June Leaf (born 1929) is an American artist known for her abstract allegorical paintings and drawings; she also works in modernist kinetic sculpture. She is based in New York City and Mabou, Nova Scotia.

Biography 
June Leaf was born in 1929 in Chicago, Illinois. She studied for three months between 1947 and 1948 at the Institute of Design (formerly known as the New Bauhaus), taking classes with artist Hugo Weber. She left school and traveled to Paris in 1948, focusing on creating and identifying abstraction and patterns in her work.

In 1954, she returned to the school for her B.A. degree in Art Education from Roosevelt University and the same year her M.A. degree in Art Education at Institute of Design.

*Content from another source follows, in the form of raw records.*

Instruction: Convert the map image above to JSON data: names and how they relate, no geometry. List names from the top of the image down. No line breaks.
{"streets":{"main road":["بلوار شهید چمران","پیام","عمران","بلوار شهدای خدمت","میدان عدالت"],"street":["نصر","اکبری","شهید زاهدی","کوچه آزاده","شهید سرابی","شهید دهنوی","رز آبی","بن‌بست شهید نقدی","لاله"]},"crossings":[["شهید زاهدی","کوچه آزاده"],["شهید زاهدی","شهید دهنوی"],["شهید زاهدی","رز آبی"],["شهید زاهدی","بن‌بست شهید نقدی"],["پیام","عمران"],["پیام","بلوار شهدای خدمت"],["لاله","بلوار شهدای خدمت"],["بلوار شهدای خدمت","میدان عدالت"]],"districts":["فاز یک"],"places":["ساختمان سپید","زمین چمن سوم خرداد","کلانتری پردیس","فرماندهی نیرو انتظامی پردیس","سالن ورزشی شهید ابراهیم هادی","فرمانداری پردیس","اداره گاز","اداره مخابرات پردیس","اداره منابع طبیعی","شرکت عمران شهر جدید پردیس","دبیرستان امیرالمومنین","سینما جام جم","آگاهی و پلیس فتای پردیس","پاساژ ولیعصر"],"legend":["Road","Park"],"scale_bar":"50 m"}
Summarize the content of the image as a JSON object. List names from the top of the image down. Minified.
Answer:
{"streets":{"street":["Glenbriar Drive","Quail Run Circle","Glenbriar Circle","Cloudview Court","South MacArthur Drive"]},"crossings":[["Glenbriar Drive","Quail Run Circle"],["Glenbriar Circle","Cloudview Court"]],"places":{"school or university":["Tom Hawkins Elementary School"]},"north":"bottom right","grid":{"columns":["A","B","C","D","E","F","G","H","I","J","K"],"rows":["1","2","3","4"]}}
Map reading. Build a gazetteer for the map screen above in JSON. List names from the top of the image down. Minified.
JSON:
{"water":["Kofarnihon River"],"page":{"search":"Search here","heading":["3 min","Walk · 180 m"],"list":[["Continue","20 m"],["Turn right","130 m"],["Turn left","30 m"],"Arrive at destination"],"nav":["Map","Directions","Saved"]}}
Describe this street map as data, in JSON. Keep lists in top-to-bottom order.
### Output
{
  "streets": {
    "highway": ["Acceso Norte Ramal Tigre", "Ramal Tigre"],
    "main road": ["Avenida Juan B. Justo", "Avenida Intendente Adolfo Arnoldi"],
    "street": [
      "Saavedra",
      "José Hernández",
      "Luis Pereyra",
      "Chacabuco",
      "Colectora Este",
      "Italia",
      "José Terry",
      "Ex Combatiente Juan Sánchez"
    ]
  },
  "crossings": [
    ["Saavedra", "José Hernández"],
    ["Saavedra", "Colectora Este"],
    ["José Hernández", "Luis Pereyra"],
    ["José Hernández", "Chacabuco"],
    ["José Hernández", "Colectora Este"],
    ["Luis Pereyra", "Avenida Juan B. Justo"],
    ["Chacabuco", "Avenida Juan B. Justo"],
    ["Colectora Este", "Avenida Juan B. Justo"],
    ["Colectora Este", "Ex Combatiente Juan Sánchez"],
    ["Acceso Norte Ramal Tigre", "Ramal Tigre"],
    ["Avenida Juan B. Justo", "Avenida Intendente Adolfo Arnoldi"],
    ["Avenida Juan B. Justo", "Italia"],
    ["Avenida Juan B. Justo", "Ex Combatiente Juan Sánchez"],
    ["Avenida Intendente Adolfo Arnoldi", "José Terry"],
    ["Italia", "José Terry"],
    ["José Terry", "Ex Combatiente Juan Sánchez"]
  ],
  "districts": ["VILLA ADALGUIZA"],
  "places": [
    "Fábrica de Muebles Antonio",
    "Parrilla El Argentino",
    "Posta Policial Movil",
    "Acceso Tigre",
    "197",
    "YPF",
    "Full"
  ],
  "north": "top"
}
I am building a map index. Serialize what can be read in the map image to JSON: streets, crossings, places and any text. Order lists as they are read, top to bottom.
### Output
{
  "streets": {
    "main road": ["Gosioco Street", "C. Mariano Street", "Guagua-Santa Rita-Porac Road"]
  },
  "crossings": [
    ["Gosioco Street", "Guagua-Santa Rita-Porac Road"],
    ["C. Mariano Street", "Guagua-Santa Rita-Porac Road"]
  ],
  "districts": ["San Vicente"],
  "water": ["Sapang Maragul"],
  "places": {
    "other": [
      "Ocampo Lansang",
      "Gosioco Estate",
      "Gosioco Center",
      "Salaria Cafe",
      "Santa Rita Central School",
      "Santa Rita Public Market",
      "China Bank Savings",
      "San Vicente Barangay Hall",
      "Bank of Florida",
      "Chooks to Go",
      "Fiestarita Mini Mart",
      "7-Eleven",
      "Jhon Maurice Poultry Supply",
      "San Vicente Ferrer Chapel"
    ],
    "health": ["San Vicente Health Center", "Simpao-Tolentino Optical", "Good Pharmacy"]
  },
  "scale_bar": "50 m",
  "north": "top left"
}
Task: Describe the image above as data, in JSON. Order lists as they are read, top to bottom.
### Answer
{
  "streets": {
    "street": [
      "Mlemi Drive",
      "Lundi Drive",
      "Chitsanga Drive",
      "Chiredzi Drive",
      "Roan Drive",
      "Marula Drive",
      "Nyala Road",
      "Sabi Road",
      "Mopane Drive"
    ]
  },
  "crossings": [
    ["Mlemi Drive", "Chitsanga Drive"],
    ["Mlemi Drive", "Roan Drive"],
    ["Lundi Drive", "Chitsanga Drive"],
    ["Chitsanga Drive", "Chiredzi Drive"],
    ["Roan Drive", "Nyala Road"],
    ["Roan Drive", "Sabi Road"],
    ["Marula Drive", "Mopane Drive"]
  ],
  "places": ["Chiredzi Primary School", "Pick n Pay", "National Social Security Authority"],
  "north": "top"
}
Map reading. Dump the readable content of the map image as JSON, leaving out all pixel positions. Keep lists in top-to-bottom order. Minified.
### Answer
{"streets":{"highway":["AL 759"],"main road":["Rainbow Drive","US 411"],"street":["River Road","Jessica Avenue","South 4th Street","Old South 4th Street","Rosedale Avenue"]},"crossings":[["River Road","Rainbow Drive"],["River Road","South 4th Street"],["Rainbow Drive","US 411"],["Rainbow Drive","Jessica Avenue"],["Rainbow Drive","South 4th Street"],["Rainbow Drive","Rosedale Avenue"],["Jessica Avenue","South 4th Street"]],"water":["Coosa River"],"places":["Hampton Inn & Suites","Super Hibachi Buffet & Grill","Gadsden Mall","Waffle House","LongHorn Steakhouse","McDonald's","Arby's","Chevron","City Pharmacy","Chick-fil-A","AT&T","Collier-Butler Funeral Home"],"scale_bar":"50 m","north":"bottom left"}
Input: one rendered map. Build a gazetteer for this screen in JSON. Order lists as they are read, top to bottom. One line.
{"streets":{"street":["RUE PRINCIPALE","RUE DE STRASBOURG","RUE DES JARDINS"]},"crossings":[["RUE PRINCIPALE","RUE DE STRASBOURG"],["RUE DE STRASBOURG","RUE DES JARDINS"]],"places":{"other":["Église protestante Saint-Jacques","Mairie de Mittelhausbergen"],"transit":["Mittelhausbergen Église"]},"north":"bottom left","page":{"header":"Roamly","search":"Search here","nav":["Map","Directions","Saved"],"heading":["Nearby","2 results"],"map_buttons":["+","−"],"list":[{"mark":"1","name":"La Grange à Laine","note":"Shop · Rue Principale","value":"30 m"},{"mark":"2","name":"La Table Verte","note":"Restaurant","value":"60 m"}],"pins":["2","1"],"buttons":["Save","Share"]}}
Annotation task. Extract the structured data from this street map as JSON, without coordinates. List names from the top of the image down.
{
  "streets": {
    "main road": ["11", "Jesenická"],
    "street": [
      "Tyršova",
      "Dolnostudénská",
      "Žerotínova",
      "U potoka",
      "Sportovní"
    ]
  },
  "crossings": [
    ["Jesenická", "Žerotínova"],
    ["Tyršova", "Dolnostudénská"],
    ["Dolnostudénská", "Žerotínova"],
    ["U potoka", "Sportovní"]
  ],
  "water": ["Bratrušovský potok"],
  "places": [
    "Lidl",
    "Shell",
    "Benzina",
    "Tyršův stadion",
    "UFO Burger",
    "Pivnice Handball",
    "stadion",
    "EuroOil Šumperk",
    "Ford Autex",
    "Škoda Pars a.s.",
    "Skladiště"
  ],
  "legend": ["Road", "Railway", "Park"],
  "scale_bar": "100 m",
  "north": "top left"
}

Leaf returned to Paris in 1958–1959 with a Fulbright Grant for painting. When she returned, she moved to New York City in 1960.

She married filmmaker and photographer, Robert Frank in 1971.

In 2016, the Whitney Museum of American Art held the retrospective exhibition "June Leaf: Thought Is Infinite." In the same year, another retrospective was held at the Edward Thorp Gallery in New York, entitled "June Leaf: A Survey, 1949-Present".

Her work is included in many permanent art collections including, the Smithsonian American Art Museum, the Art Institute of Chicago, Museum of Contemporary Art Chicago, Museum of Modern Art (MoMA), Minneapolis Institute of Art.

Works

Coney Island (1968)
Created with pen and ink and colored pencil on paper, 4 × 16 7/8 in. (35.6 × 42.9 cm). June Leaf's 1968 drawing Coney Island is one of her most straightforward images, devoid of the surreal, visionary creatures and places that occupy her creative mind and guide her work. Yet its depiction of a middle-aged couple gazing at an amusement park carousel succinctly encapsulates what her art does: if we envision these protagonists stepping onto the ride, they become an apt metaphor for Leaf's viewers, who similarly must venture into a deeply imagined realm, grounded in real human experience, in which the artist deploys the fantastic to explore the folly of our existence and the possibilities of consciousness.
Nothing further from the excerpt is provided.